André Villas-Boas became the most expensive coach in football history last week. Chelsea coughed up the €15million required under his release clause and are likely to fork out over £4million a year in wages, not including bonuses.
Although other coaches may earn more, especially Felipe Scholari, whose fee is no doubt paid by some ‘unethical’ Uzbekistani businessmen, there is something very different about the new man at Chelsea – he has never played professional football.
If anyone tells you that you must have played professional sport to coach it, they are one of two people: a professional sportsman or an idiot (and possibly both).
FC Porto went through the 2010/11 season unbeaten; this has only been achieved twice, by Benfica, in 1972/73 and 1977/78. And this is without the likes of Messi, Ronaldo or any other faces you’ll see on cereal boxes or on tv advertising motor oils. In fact Porto are to world football as the “most improved” trophy is to sporting ability.
These days coaching is less about doing everything yourself and more about managing a team of experienced and knowledgeable professionals. The manager doesn’t need to oversee every pass, shot, or fitness test as he has 487 staff members to look after that for him.
The two most important things a professional coach needs to do is set the right environment for the squad and the staff, while communicating closely with all of them. Couple that with the right decisions on match day and you have one very successful manager.
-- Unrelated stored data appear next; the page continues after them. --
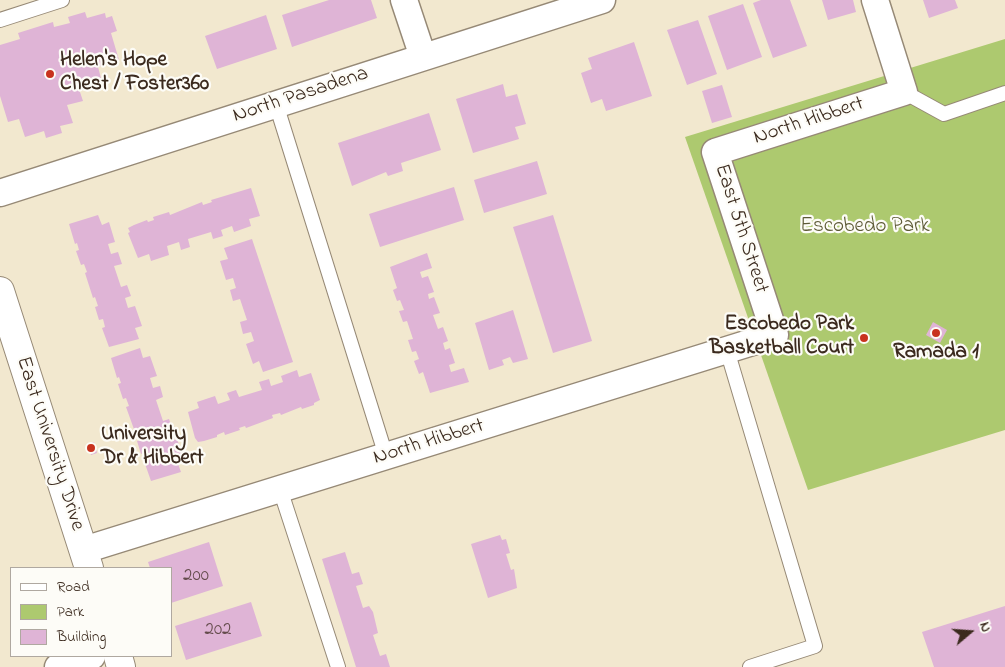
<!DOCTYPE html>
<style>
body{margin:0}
#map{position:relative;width:1005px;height:667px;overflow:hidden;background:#f2e8cf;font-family:"Indie Flower",sans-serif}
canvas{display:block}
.legend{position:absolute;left:10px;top:567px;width:162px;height:90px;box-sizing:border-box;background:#fdfcf7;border:1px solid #afa8a0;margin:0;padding:6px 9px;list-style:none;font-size:15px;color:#3b2a1e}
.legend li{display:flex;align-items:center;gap:10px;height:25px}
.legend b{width:25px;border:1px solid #afa8a0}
.north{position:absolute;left:945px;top:607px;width:50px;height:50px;-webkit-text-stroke:4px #fdfcf7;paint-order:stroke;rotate:72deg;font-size:14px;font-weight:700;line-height:20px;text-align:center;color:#3b2a1e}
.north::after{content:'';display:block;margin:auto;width:18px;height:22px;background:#3b2a1e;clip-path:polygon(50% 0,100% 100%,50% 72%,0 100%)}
</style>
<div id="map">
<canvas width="1005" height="667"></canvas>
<ul class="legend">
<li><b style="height:6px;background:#fff"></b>Road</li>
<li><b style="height:14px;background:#adc96f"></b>Park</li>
<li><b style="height:14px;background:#dfb4d6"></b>Building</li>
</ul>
<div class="north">N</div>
</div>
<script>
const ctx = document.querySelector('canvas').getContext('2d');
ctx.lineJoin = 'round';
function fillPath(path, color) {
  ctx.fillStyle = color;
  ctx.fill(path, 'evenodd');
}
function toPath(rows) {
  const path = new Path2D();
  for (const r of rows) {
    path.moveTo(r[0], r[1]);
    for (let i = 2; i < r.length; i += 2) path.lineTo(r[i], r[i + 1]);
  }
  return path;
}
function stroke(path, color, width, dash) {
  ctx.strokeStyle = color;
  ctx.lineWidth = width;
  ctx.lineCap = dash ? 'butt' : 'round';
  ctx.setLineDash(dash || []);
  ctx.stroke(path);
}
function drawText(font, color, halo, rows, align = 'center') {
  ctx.font = font + ' "Indie Flower",sans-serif';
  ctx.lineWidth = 4.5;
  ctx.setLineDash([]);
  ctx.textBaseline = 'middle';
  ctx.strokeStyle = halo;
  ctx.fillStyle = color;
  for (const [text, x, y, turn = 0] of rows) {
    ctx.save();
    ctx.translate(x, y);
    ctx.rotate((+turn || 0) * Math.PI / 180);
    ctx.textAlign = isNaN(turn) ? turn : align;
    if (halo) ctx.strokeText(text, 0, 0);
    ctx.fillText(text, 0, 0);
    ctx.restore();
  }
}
fillPath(toPath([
 [1005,39,1005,430,808,490,685,137]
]), '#adc96f');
fillPath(toPath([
 [329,0,371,0,377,18,292,47,282,15],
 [761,0,790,0,807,46,773,58,753,3],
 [822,0,853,0,856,12,828,20],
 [923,0,955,0,958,8,929,18],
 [743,4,762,57,727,70,708,16],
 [85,12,87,18,105,13,106,18,112,16,117,31,111,33,119,60,98,67,102,82,79,89,83,101,67,105,73,123,60,126,62,133,46,138,44,131,25,137,19,119,8,122,0,96,0,45,20,39,18,33,53,22,54,27,70,23,68,17],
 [266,15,277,49,217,69,205,36],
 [698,20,717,74,687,85,667,30],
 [634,42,652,96,606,111,602,99,591,103,581,73,592,69,588,58],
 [503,84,506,97,517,94,526,124,515,127,519,139,473,153,456,99],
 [722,85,732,117,712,123,702,91],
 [429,113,441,150,401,163,403,171,388,176,386,172,352,186,338,143],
 [537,161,547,194,484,213,474,180],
 [454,187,464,220,380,247,369,214],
 [251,188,260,216,249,219,251,226,234,232,232,226,221,230,223,236,213,239,211,232,188,239,190,247,181,250,179,242,167,246,169,255,151,261,149,254,138,258,128,233,130,232,128,228,134,225,147,220,148,222,154,220,153,217,169,212,170,215,202,202,203,205,212,202,211,200],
 [98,215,102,225,109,222,115,242,108,244,111,254,118,252,122,264,114,266,121,287,127,285,131,296,125,298,128,308,135,306,142,326,135,328,139,339,109,347,102,328,105,327,103,319,99,320,95,307,98,306,95,297,93,298,85,273,87,272,84,264,81,265,76,251,79,250,77,243,75,244,69,224],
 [553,215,592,341,553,353,513,227],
 [252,239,293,362,263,372,259,361,253,364,246,344,254,341,251,332,243,334,240,322,247,320,240,299,233,301,230,290,236,288,233,278,226,280,220,261,228,259,224,248],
 [427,253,432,268,420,272,422,278,428,276,434,292,428,294,429,299,434,297,440,313,433,315,438,329,443,327,448,341,443,343,445,350,450,348,455,363,449,365,451,372,464,368,469,382,430,393,423,372,419,374,414,361,419,359,416,351,412,352,408,340,413,339,407,321,403,322,399,311,404,310,400,300,397,301,393,290,397,288,390,267],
 [513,310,528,359,513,363,510,357,502,360,504,365,489,370,475,323],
 [933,322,947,330,940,343,926,335],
 [140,348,143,358,150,356,157,376,150,378,153,388,160,386,163,397,156,400,163,421,169,419,173,430,167,431,170,441,177,439,184,459,177,461,181,472,151,481,144,461,147,460,144,452,141,454,137,441,140,440,137,431,135,432,126,407,129,406,126,398,123,399,118,384,121,383,119,377,117,378,111,358],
 [297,370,299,377,311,373,320,400,314,403,314,405,302,409,301,407,281,415,280,413,272,415,273,418,246,428,245,426,239,428,240,430,225,435,224,432,217,435,217,437,204,441,198,442,195,438,188,412,199,408,197,402,215,396,218,404,230,400,227,393,236,390,239,397,262,390,259,382,269,379,271,386,283,382,281,376],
 [94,442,97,453,91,455,88,444],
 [500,535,502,540,506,539,510,553,506,554,511,570,514,569,517,588,488,598,471,544],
 [209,542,223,586,171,603,171,568,150,568,148,562],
 [345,552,352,574,359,572,363,584,356,586,363,608,369,606,373,612,378,633,373,635,380,656,386,654,390,667,356,667,322,559],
 [251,602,262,636,186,660,175,626],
 [1005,606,1005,667,934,667,922,632]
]), '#dfb4d6');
const service = toPath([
 [0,20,62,0],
 [904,92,944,114,1005,93],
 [276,104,386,456],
 [727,350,815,646,750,667],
 [280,489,338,667]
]);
const minor = toPath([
 [404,0,423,57],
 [0,193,602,0],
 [84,550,775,335,715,152,904,92,875,0],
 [58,667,92,656]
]);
const secondary = toPath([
 [0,291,89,568],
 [118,656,121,667]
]);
stroke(service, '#968976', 16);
stroke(minor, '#968976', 29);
stroke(secondary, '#968976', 30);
stroke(service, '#fff', 14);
stroke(minor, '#fff', 26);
stroke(secondary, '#fff', 28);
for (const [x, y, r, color] of [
 [50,74,5,"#c8321e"],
 [936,333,5,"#c8321e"],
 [864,338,5,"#c8321e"],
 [91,448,5,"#c8321e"]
]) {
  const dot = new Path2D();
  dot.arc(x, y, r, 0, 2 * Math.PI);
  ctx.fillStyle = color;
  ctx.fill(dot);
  stroke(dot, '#fdfcf7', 2);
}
drawText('19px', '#644c4c', null, [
 ["200",196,577],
 ["202",218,631]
]);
drawText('bold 21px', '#3b2a1e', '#fdfcf7', [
 ["Helen's Hope",60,62],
 ["Chest / Foster360",60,86],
 ["Escobedo Park",854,326,"right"],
 ["Basketball Court",854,350,"right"],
 ["Ramada 1",936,354,"center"],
 ["University",101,436],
 ["Dr & Hibbert",101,460]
], 'left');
drawText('21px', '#3b2a1e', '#fdfcf7', [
 ["North Pasadena",301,96,-18],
 ["North Hibbert",809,122,-18],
 ["East 5th Street",740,229,72],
 ["North Hibbert",429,443,-17],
 ["East University Drive",49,444,72]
]);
drawText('21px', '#5d5a36', '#fdfcf7', [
 ["Escobedo Park",865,228]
]);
</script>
Playing at the top level may help you with making better decisions on match day, but if your staff and players can’t get to match day in the right shape or frame of mind then you may as well be turning up to a gun fight with a knife.
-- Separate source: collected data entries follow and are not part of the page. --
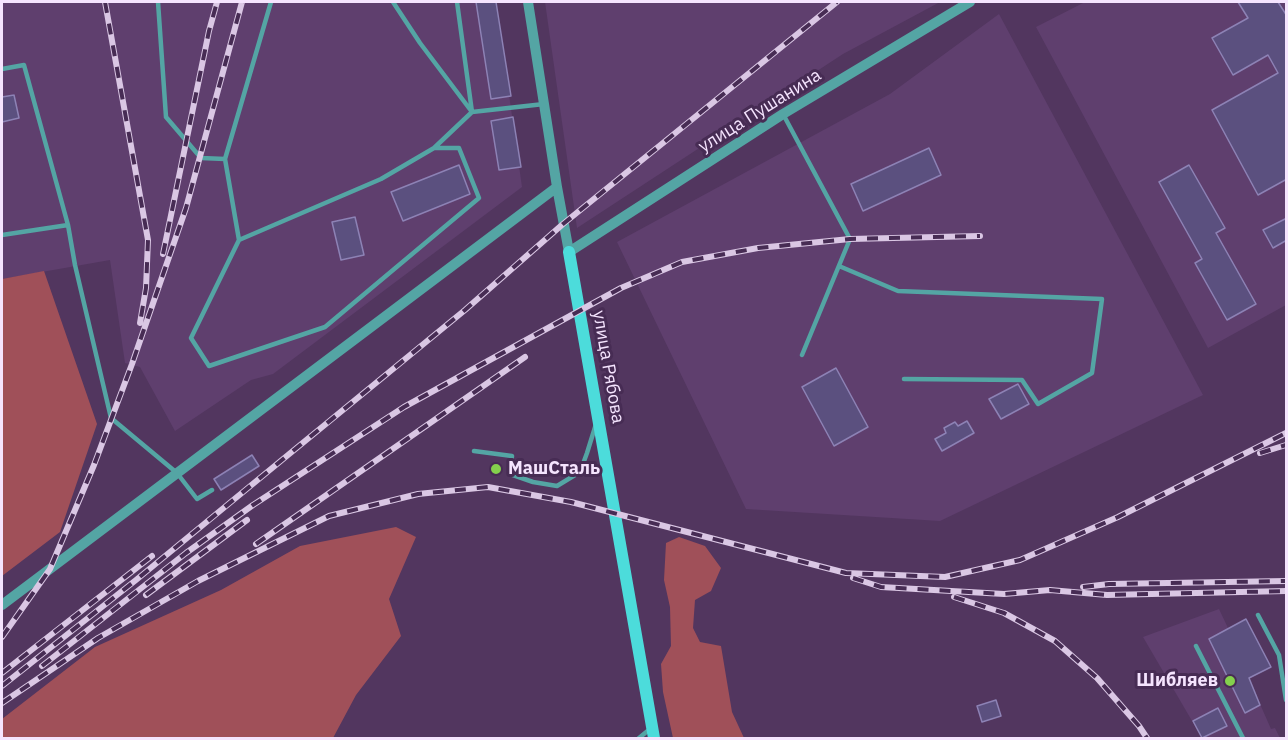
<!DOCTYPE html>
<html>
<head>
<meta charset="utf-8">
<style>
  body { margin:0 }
  #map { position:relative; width:1288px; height:740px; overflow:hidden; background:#52365f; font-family:"IBM Plex Sans",sans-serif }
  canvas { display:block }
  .frame { position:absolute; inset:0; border:3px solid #f5e4fe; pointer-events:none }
</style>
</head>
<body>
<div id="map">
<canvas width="1288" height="740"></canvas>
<div class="frame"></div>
</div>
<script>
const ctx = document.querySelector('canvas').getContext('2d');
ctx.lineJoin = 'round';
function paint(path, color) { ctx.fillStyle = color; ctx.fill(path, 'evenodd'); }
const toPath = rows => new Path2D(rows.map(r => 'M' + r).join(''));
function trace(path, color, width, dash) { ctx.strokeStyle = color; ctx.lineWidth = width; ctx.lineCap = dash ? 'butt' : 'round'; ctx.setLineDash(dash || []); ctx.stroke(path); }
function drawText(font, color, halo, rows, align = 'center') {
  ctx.font = font + ' "IBM Plex Sans",sans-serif'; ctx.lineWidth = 6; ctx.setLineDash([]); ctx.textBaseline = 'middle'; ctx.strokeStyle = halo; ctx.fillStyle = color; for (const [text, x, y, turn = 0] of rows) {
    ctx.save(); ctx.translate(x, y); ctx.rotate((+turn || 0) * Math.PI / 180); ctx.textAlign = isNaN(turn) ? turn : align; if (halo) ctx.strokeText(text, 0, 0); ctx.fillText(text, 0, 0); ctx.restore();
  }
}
paint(toPath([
  [2,2,496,2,522,187,273,374,251,380,175,431,140,367,125,363,110,260,2,279],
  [545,2,940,2,843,54,577,228],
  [1085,2,1286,2,1286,305,1208,348,1036,27],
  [999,14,1203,395,940,521,746,509,617,242,890,94],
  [1219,609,1228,628,1246,619,1271,667,1249,679,1271,729,1275,728,1280,738,1202,738,1143,637]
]), '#5f3f6e');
paint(toPath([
  [44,271,97,424,60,532,2,576,2,279],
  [396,527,416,537,389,599,401,636,356,695,333,738,2,738,2,719,95,647,221,590,300,546],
  [679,537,705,546,721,568,711,591,695,600,693,628,700,642,721,646,732,712,744,738,673,738,663,692,661,664,671,646,670,607,664,580,666,543]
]), '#a05059');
const building = toPath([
  [476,2,496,2,511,96,491,99,476,2],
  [1238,2,1278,2,1287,16,1287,179,1258,195,1212,110,1278,73,1268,55,1233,75,1212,38,1248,18,1238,2],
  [14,95,19,118,2,122,2,97,14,95],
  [513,117,521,167,499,170,491,121,513,117],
  [929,148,941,175,863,211,851,184,929,148],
  [459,165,470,194,403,221,391,192,459,165],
  [1189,165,1225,228,1216,233,1256,304,1227,320,1195,263,1202,259,1159,182,1189,165],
  [355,217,364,255,341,260,332,222,355,217],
  [1287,218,1287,240,1273,248,1263,230,1287,218],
  [836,368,868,427,834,446,802,387,836,368],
  [1018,384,1029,404,1001,419,989,399,1018,384],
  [967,421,974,433,942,451,935,439,946,433,944,428,955,422,958,426,967,421],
  [252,455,259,466,221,490,214,479,252,455],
  [1246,619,1271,667,1249,678,1260,705,1245,713,1209,639,1246,619],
  [996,700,1001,716,982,722,977,706,996,700],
  [1218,708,1227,726,1202,738,1193,721,1218,708]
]);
paint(building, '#5b507f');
trace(building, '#8d82b5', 1.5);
trace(toPath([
  [158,2,166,117,201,158,225,159],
  [393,2,420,43,472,112,434,148,381,179,239,240,191,338,209,366,325,327,479,198,459,148,434,148],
  [457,2,472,112,544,104],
  [2,69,24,65,68,225,75,265,111,418,177,473,197,499,212,490],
  [783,114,850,239,802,355],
  [2,235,68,225],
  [239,240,225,159,271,2],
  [839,266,898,291,1102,299,1092,373,1038,404,1022,380,904,379],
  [474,451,512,456,510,474,533,482,557,486,580,472,587,453,596,424],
  [1258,615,1279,655,1286,700],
  [1196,646,1243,738],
  [639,738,650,729]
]), '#54a5a4', 4.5);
trace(toPath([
  [528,2,557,187,569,252,783,114,970,2],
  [2,605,557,187]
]), '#54a5a4', 10);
trace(toPath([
  [569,252,654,738]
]), '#4cdcdb', 12);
const rail = toPath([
  [105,2,148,240,146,288,140,323],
  [163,254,209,31,217,2],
  [1260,453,1286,445],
  [256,544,525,357],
  [853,578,881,587,1004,594,1050,590,1107,595,1286,591],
  [1083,587,1109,584,1286,581],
  [146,595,247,520],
  [954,597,1004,613,1055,641,1097,678,1139,726,1147,738],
  [2,637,50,569,94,465,132,364,186,208,242,2],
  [42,666,186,553,253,505,404,407,621,288,682,262,758,248,850,239,980,236],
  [2,673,152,556],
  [2,686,136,580,288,455,465,310,563,224,837,2],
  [2,703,98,638,198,581,329,516,418,494,488,487,571,502,846,573,945,577,1020,560,1118,517,1286,433]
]);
trace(rail, '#dac7e4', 6);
trace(rail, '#472c54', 4, [11]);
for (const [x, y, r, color] of [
  [496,469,6,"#84d04d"],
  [1230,681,6,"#84d04d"]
]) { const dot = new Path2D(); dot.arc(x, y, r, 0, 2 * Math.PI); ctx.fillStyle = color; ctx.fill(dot); trace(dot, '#472c54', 2); }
drawText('18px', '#f5e4fe', '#472c54', [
  ["улица Пушанина",760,111,-32],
  ["улица Рябова",608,367,80]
]);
drawText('bold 18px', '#f5e4fe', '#472c54', [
  ["МашСталь",508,469],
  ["Шибляев",1218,681,"right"]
], 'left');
</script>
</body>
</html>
Villas-Boas fits the mould of today’s elite coach perfectly. But what is most amazing about him is he is only 33. He is the youngest manager in the history of the English Premier League and is now in charge of one of the world’s biggest clubs.
Someone once told me that a coach with professional playing experience only needs to do one thing right to gain recognition; a coach with no playing experience needs to do ten good things to gain the same respect. Yet clubs nearly always pick the former player because they have the public persona, rather than coaching ability.
Telling someone they can’t coach professional sport if they haven’t played it is like telling a self made millionaire they have no right to earn money if they weren’t brought up with it.
Ironically, André Villas-Boas is now both.